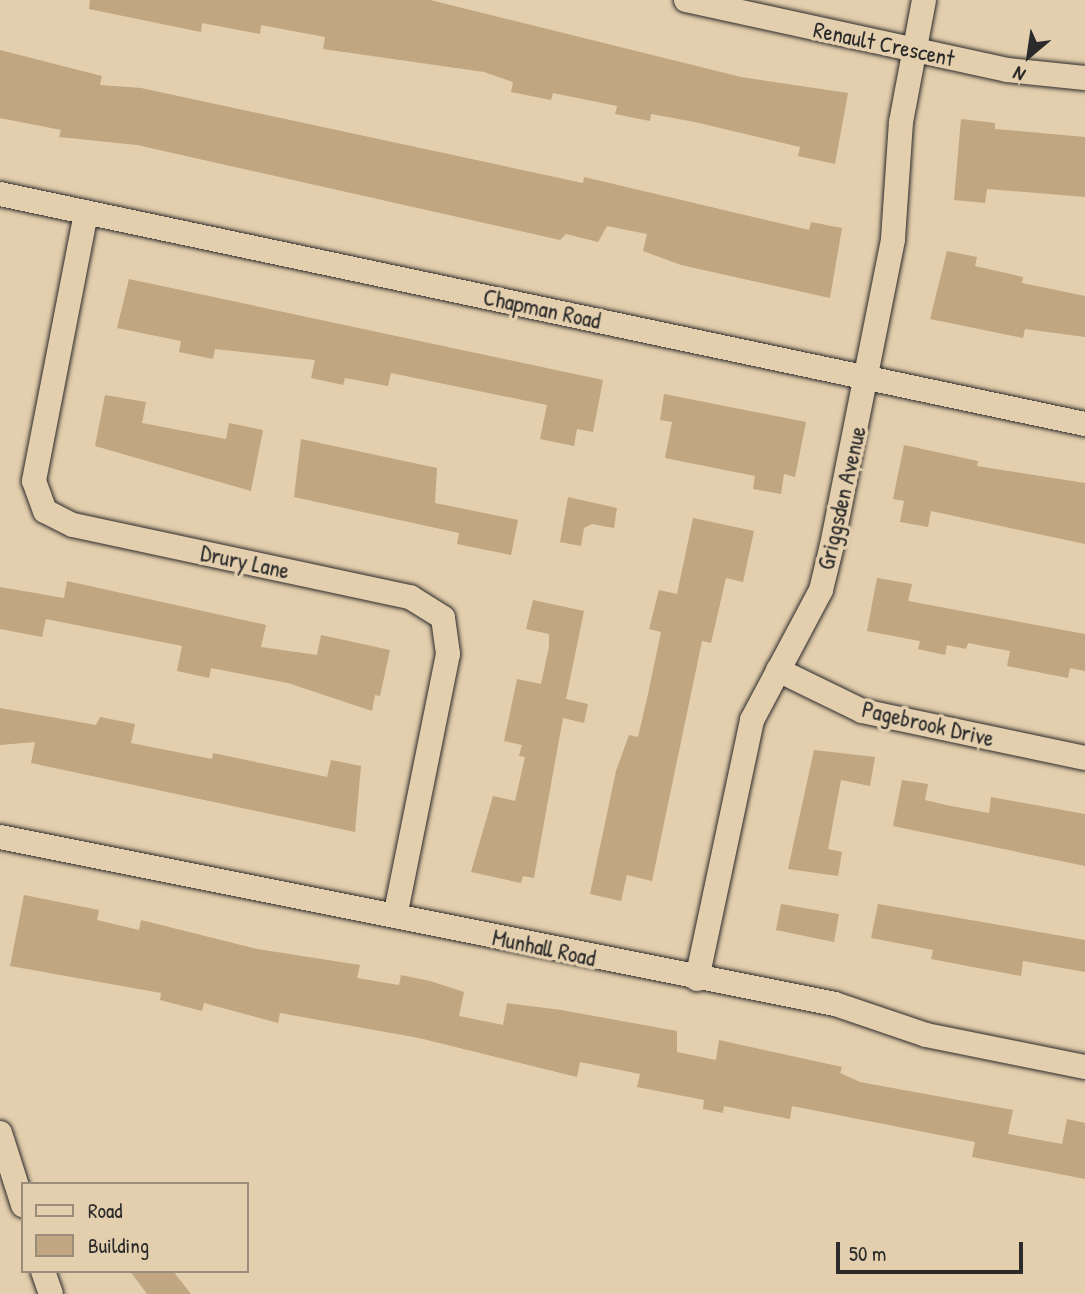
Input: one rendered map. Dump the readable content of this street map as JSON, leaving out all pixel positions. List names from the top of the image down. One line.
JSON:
{"streets":{"street":["Renault Crescent","Chapman Road","Griggsden Avenue","Drury Lane","Pagebrook Drive","Munhall Road"]},"crossings":[["Renault Crescent","Griggsden Avenue"],["Chapman Road","Griggsden Avenue"],["Chapman Road","Drury Lane"],["Griggsden Avenue","Pagebrook Drive"],["Griggsden Avenue","Munhall Road"],["Drury Lane","Munhall Road"]],"legend":["Road","Building"],"scale_bar":"50 m","north":"bottom left"}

• **Activity**
What you produce must match the listing word for word, with no images in it.

• **Answer box**
Input: one rendered map. Dump the readable content of this street map as JSON, leaving out all pixel positions. List names from the top of the image down. One line.
JSON:
{"streets":{"street":["Renault Crescent","Chapman Road","Griggsden Avenue","Drury Lane","Pagebrook Drive","Munhall Road"]},"crossings":[["Renault Crescent","Griggsden Avenue"],["Chapman Road","Griggsden Avenue"],["Chapman Road","Drury Lane"],["Griggsden Avenue","Pagebrook Drive"],["Griggsden Avenue","Munhall Road"],["Drury Lane","Munhall Road"]],"legend":["Road","Building"],"scale_bar":"50 m","north":"bottom left"}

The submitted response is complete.